High heat transfer plant-inspired neural network structure controlled by variable magnetic field

Abstract

Efficient heat dissipation and thermal protection present urgent challenges in high-power integrated circuits (ICs). Although applying a coating of highly thermally conductive materials on the surface of ICs is anticipated to mitigate heat concentration issues, ensuring thermal protection for adjacent devices continues to pose a challenge. Inspired by the microstructure of unidirectional nutrient transport in plant roots, this study utilizes magnetic liquid metal droplets to develop a high thermal conductivity network capable of adaptively manipulating the heat transfer path.
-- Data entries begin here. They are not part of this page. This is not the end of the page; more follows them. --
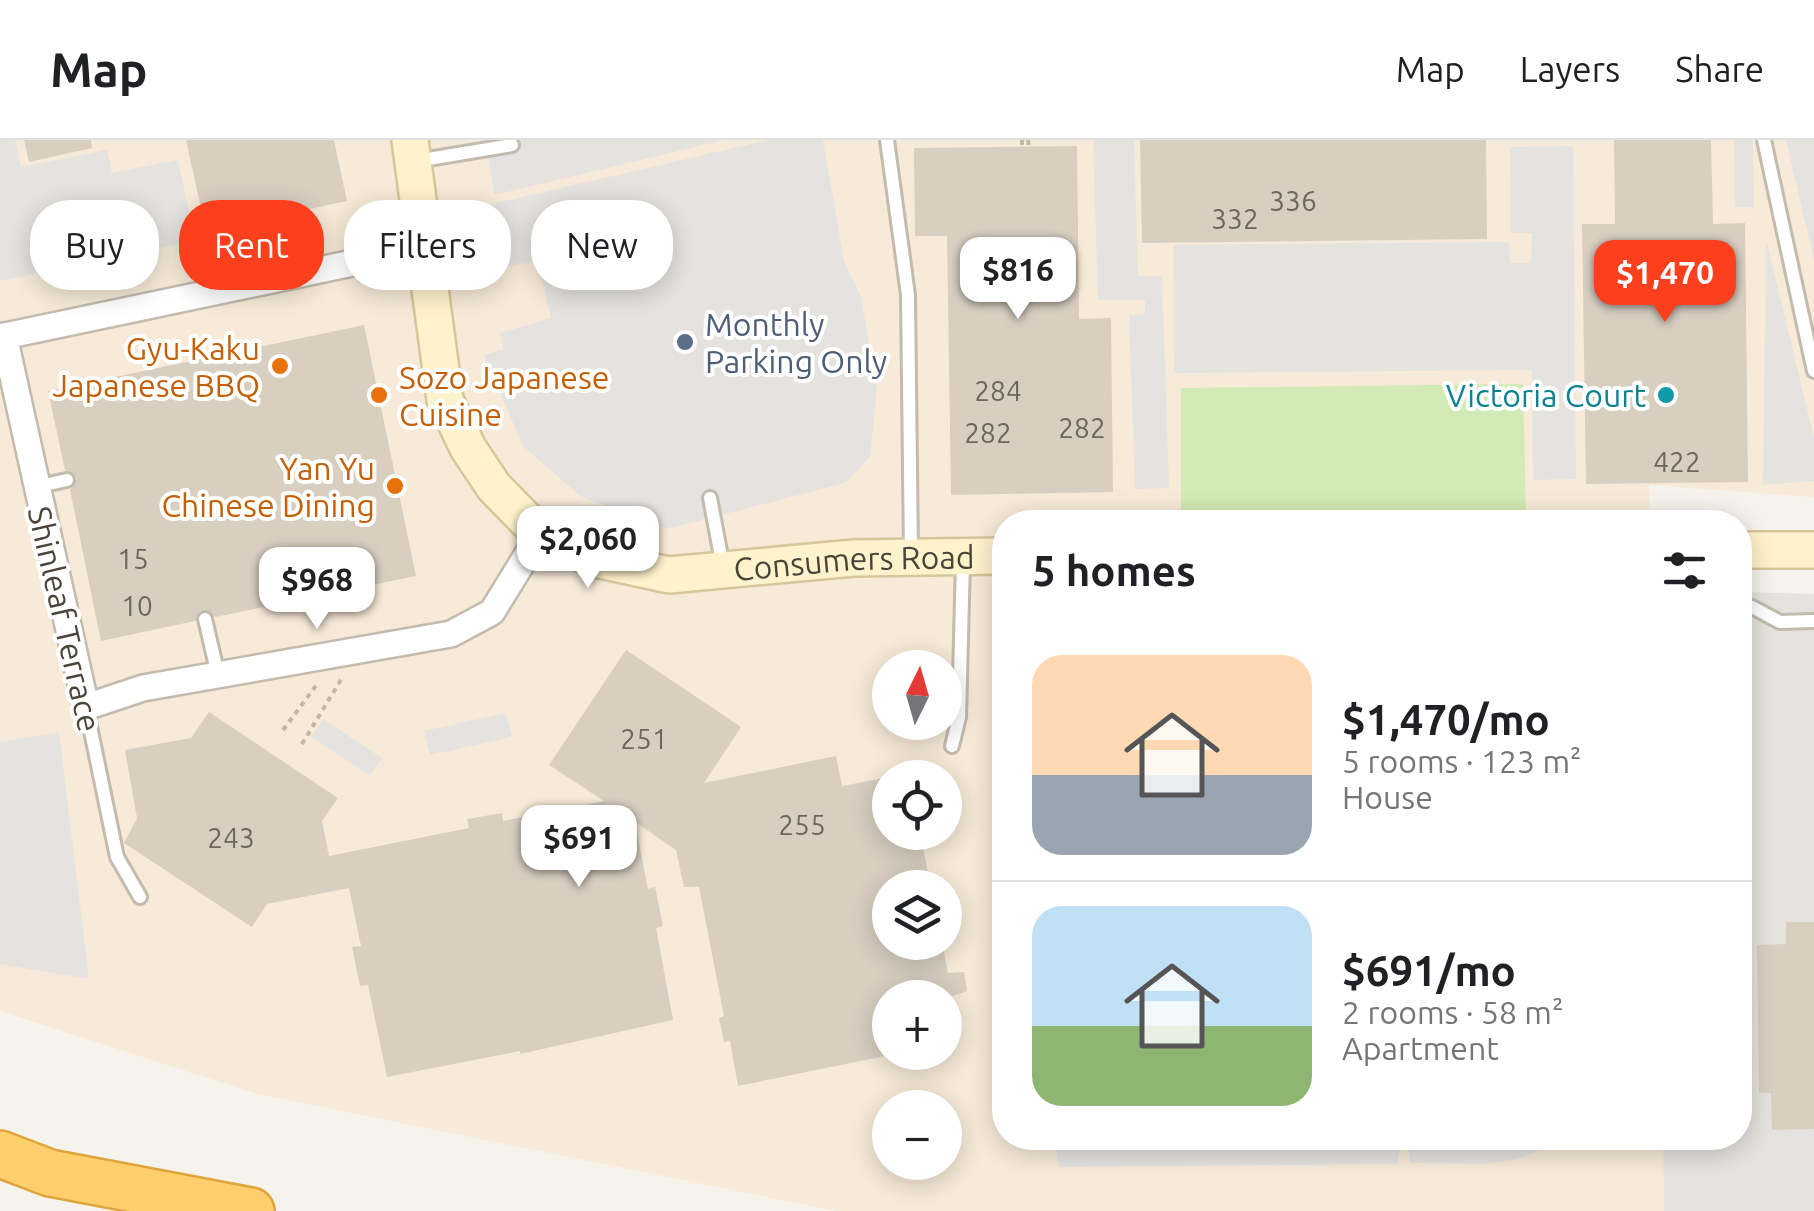 <!DOCTYPE html>
<html lang="en">
<head>
<meta charset="utf-8">
<style>
  body { margin:0; font-family:Ubuntu,sans-serif; background:#f2f2f2; color:#202124; height:100vh; display:flex; flex-direction:column; font-size:38px; white-space:nowrap }
  * { box-sizing:border-box; margin:0 }
  p { font-size:32px; color:#757577 }
  .icon { flex:none; width:55px; height:55px; fill:none; stroke:currentColor; stroke-width:2; stroke-linecap:round; stroke-linejoin:round }
  .map { position:relative; flex:1; overflow:hidden }
  .details { position:absolute; left:992px; top:370px; width:760px; height:640px; display:flex; flex-direction:column; background:#fff; border-radius:40px; box-shadow:0 5px 25px #0003 }
  .details>* { flex:none }
  .hud { position:absolute; left:30px; top:60px; width:812px; height:90px; display:flex; gap:20px }
  .needle { width:65px; rotate:5deg }
  .tools { position:absolute; left:872px; top:510px; display:grid; gap:20px }
  .tools a { display:grid; place-items:center; width:90px; height:90px; border-radius:50%; background:#fff; box-shadow:0 5px 25px #0003; font-size:50px }
  .price { position:absolute; translate:-50% -85px; padding:0 22px; border-radius:20px; background:#fff; color:#222; font-size:32px; line-height:65px; filter:drop-shadow(0 2px 5px #0008) }
  .price::after { content:''; position:absolute; left:50%; top:60px; width:30px; height:22px; margin-left:-15px; background:inherit; clip-path:polygon(0 0,100% 0,50% 100%) }
  .price.on { background:#fc3f1d; color:#fff }
  ul { padding:0; list-style:none }
  li { display:flex; align-items:center; gap:30px; height:250px; padding:0 40px }
  li+li { border-top:2px solid #e0e0e0 }
  li span { display:grid; place-items:center; flex:none; width:280px; height:200px; border-radius:30px; color:#555 }
  li>.icon { margin-inline-start:auto }
  span .icon { width:120px; height:120px; fill:#fffc; stroke-width:1 }
  li b { font-size:42px }
  h2 { display:flex; justify-content:space-between; align-items:center; height:120px; padding:0 40px; font-size:42px }
  .tag { padding:0 35px; border-radius:40px; background:#fff; box-shadow:0 5px 25px #0003; font-size:35px; line-height:90px }
  .tag.on { background:#fc3f1d; color:#fff }
  header { display:flex; align-items:center; gap:60px; box-sizing:border-box; height:140px; padding:0 50px; background:#fff; border-bottom:2px solid #e0e0e0 }
  header strong { font-size:48px }
  nav { display:flex; gap:55px; margin-inline-start:auto; font-size:35px }
  .map>svg:first-child { display:block }
</style>
</head>
<body>
<header>
<strong>Map</strong>
<nav><a>Map</a><a>Layers</a><a>Share</a></nav>
</header>
<div class="map">
<svg width="1814" height="1071" viewBox="0 0 1814 1071">
  <rect width="100%" height="100%" fill="#f6f3ec"/>
  <path fill="#f7ead8" fill-rule="evenodd" d="M0 0H1814V357L1649 345 1650 382H1005V998H1663L1664 1071H836L254 953 0 871ZM890 528H945V582H890ZM890 638H945V692H890ZM890 748H945V802H890ZM890 858H945V912H890ZM890 968H945V1022H890Z"/>
  <polygon fill="#e6e2dd" points="1740,452 1814,454 1814,1071 1664,1071 1663,998 1740,998"/>
  <polygon fill="#d2eab5" points="1523,244 1526,377 1181,382 1181,248"/>
  <g fill="#e5e3e0">
    <polygon points="0,0 15,0 21,27 107,10 112,33 178,20 195,101 0,141"/>
    <polygon points="486,0 724,0 494,55"/>
    <polygon points="768,0 823,0 844,121 861,157 877,248 870,317 845,343 667,389 580,356 523,306 484,215 503,209 500,193 551,178 538,121 492,130 489,114 470,118 466,89 480,87 479,67"/>
    <polygon points="1093,0 1134,0 1138,136 1162,136 1169,348 1135,349 1129,175 1145,174 1145,160 1098,160"/>
    <polygon points="1734,0 1753,0 1754,67 1735,67"/>
    <polygon points="1786,0 1814,0 1814,120"/>
    <polygon points="1573,6 1576,339 1533,340 1532,230 1174,233 1173,105 1509,102 1510,123 1531,123 1532,93 1511,93 1510,7"/>
    <polygon points="1766,99 1814,298 1814,341 1763,345"/>
    <polygon points="998,479 1005,479 1005,700 1001,674"/>
    <polygon points="506,573 512,597 430,615 424,591"/>
    <polygon points="323,579 382,618 370,636 311,597"/>
    <polygon points="59,592 89,839 0,824 0,602"/>
    <polygon points="1740,806 1747,1011 1814,1010 1814,1071 1665,1071 1664,998 1740,998"/>
    <polygon points="1054,998 1567,998 1516,1020 1485,1024 1410,1023 1409,1007 1401,1005 1397,1024 1059,1027"/>
  </g>
  <g fill="#d8cfc1">
    <polygon points="24,0 91,0 92,8 29,22"/>
    <polygon points="186,0 334,0 347,61 206,91"/>
    <polygon points="1140,0 1486,0 1487,99 1142,103"/>
    <polygon points="1614,0 1711,0 1713,84 1745,83 1748,342 1586,344 1582,84 1615,84"/>
    <polygon points="1077,6 1079,179 1111,178 1113,352 951,355 947,96 915,96 914,8"/>
    <polygon points="364,185 416,436 215,477 204,469 195,481 101,501 70,350 77,339 65,330 48,251"/>
    <polygon points="626,510 741,587 704,643 836,616 842,646 890,637 890,692 920,692 931,748 890,748 890,802 942,802 948,833 964,832 967,851 947,858 890,858 890,915 738,946 730,901 724,902 719,878 724,876 699,747 684,747 676,710 635,682 648,749 655,747 663,786 656,788 673,880 520,914 520,911 387,937 368,845 360,846 352,807 361,806 349,748 267,764 252,787 124,703 137,678 125,610 191,598 209,572 338,658 322,681 329,716 469,688 467,679 502,673 503,681 604,661 549,625"/>
    <polygon points="1786,782 1814,782 1814,989 1772,990 1771,953 1759,953 1757,805 1786,804"/>
  </g>
  <g fill="none" stroke-linecap="round" stroke-linejoin="round">
    <g stroke="#c2bbae" stroke-width="18">
      <g id="lane">
        <polyline points="887,0 908,155 911,415"/>
        <polyline points="1764,0 1814,231"/>
        <polyline points="416,21 512,5"/>
        <polyline points="35,347 67,340"/>
        <polyline points="710,358 723,427"/>
        <polyline points="1752,467 1780,482 1814,481"/>
        <polyline points="205,479 218,535"/>
        <polyline points="86,567 117,717 140,757"/>
        <polyline points="952,606 959,577 963,420"/>
      </g>
    </g>
    <g stroke="#c2bbae" stroke-width="30">
      <g id="street">
        <polyline points="4,196 86,567 143,548 451,494 492,472 540,394"/>
        <polyline points="0,197 424,108"/>
      </g>
    </g>
    <g stroke="#d6c79b" stroke-width="40">
      <g id="secondary">
        <path id="s1" d="M410 0 445 260 468 308 494 347 540 394 595 419 669 435 854 418 1005 416"/>
        <polyline points="1740,410 1814,410"/>
      </g>
    </g>
    <g stroke="#e0a43c" stroke-width="50">
      <polyline id="highway" points="0,1014 50,1033 251,1071"/>
    </g>
    <g stroke="#c4b79f" stroke-width="4" stroke-dasharray="5 5" stroke-linecap="butt">
      <polyline points="1022,0 1022,7"/>
      <polyline points="1028,0 1029,7"/>
      <polyline points="283,590 318,543"/>
      <polyline points="302,604 342,538"/>
    </g>
    <use href="#lane" stroke="#fff" stroke-width="12"/>
    <use href="#street" stroke="#fff" stroke-width="25"/>
    <use href="#secondary" stroke="#fff3cd" stroke-width="35"/>
    <use href="#highway" stroke="#ffcf6e" stroke-width="45"/>
  </g>
  <circle fill="#5c6f8a" stroke="#fff" stroke-width="4" cx="685" cy="202" r="10"/>
  <g fill="#e8710a" stroke="#fff" stroke-width="4">
    <circle cx="280" cy="226" r="10"/>
    <circle cx="379" cy="255" r="10"/>
    <circle cx="395" cy="346" r="10"/>
  </g>
  <circle fill="#0f9aa8" stroke="#fff" stroke-width="4" cx="1666" cy="255" r="10"/>
  <g text-anchor="middle" dominant-baseline="central" stroke-width="8" stroke-linejoin="round" paint-order="stroke">
    <g font-size="28" fill="#6e675b">
      <text x="1293" y="60">336</text>
      <text x="1235" y="78">332</text>
      <text x="998" y="250">284</text>
      <text x="1082" y="287">282</text>
      <text x="988" y="292">282</text>
      <text x="1677" y="321">422</text>
      <text x="133" y="418">15</text>
      <text x="137" y="465">10</text>
      <text x="644" y="598">251</text>
      <text x="802" y="684">255</text>
      <text x="231" y="697">243</text>
    </g>
    <g font-size="32" fill="#4e5e75" stroke="#fff" text-anchor="start">
      <text x="705" y="184">Monthly<tspan x="705" dy="37">Parking Only</tspan></text>
    </g>
    <g font-size="32" fill="#c56008" stroke="#fff" text-anchor="end">
      <text x="260" y="208">Gyu-Kaku<tspan x="260" dy="37">Japanese BBQ</tspan></text>
      <text x="399" y="237" text-anchor="start">Sozo Japanese<tspan x="399" dy="37">Cuisine</tspan></text>
      <text x="375" y="328">Yan Yu<tspan x="375" dy="37">Chinese Dining</tspan></text>
    </g>
    <g font-size="32" fill="#0d838f" stroke="#fff" text-anchor="end">
      <text x="1646" y="255">Victoria Court</text>
    </g>
    <g font-size="32" fill="#4b4439" stroke="#fff">
      <text stroke="none"><textPath href="#s1" startOffset="750">Consumers Road</textPath></text>
      <text transform="translate(65 479) rotate(77)">Shinleaf Terrace</text>
    </g>
  </g>
</svg>
<div class="tools">
<a><svg class="needle" viewBox="-14 -14 28 28"><path d="M0-13l5 13h-10z" fill="#e53935"/><path d="M0 13l5-13h-10z" fill="#757577"/></svg></a>
<a><svg class="icon" aria-label="locate" viewBox="0 0 24 24"><circle cx="12" cy="12" r="6"/><path d="M12 2v4M12 18v4M2 12h4M18 12h4"/></svg></a>
<a><svg class="icon" aria-label="layers" viewBox="0 0 24 24"><path d="M12 4l9 5-9 5-9-5zM3 14l9 5 9-5"/></svg></a>
<a>+</a>
<a>−</a>
</div>
<b class="price" style="left:1018px;top:182px">$816</b>
<b class="price on" style="left:1665px;top:185px">$1,470</b>
<b class="price" style="left:588px;top:451px">$2,060</b>
<b class="price" style="left:317px;top:492px">$968</b>
<b class="price" style="left:579px;top:750px">$691</b>
<div class="hud">
<a class="tag">Buy</a>
<a class="tag on">Rent</a>
<a class="tag">Filters</a>
<a class="tag">New</a>
</div>
<section class="details">
<h2>5 homes<svg class="icon" aria-label="filters" viewBox="0 0 24 24"><path d="M4 7h16M4 17h16"/><circle cx="9" cy="7" r="2"/><circle cx="15" cy="17" r="2"/></svg></h2>
<ul>
<li><span style="background:linear-gradient(#ffd9b3 60%,#9aa5b1 0)"><svg class="icon" aria-label="home" viewBox="0 0 24 24"><path d="M3 11l9-7 9 7M6 9v11h12V9"/></svg></span><div><b>$1,470/mo</b><p>5 rooms · 123 m²</p><p>House</p></div></li>
<li><span style="background:linear-gradient(#bfe0f5 60%,#8fb573 0)"><svg class="icon" aria-label="home" viewBox="0 0 24 24"><path d="M3 11l9-7 9 7M6 9v11h12V9"/></svg></span><div><b>$691/mo</b><p>2 rooms · 58 m²</p><p>Apartment</p></div></li>
</ul>
</section>
</div>
</body>
</html>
This approach aims to tackle the challenges of heat concentration, disordered thermal dissipation, and thermal protection for high-power ICs, thereby enhancing thermal management efficiency. By controlling the distribution of the magnetic field, this study orchestrates the structure of the thermal conduction network to ensure rapid and orderly heat dissipation of ICs while simultaneously validating the network's thermal protection performance. The temperature in the IC thermal concentration zone reaches thermal equilibrium at 399.1 K when the ambient temperature is at 295 K. As the ambient temperature rises to 333 K, the temperature in the IC heat concentration zone stabilizes at approximately 400 K. Simultaneously, the temperature at a specific point in the thermal path of the network registers at 341 K, with the temperatures of the devices flanking this point at 314 K. The magnetron thermal conduction network, inspired by the root structure of bionic plants, not only boosts the thermal management efficiency of ICs but also shows promising application prospects in aerospace, electronics, and other related industries.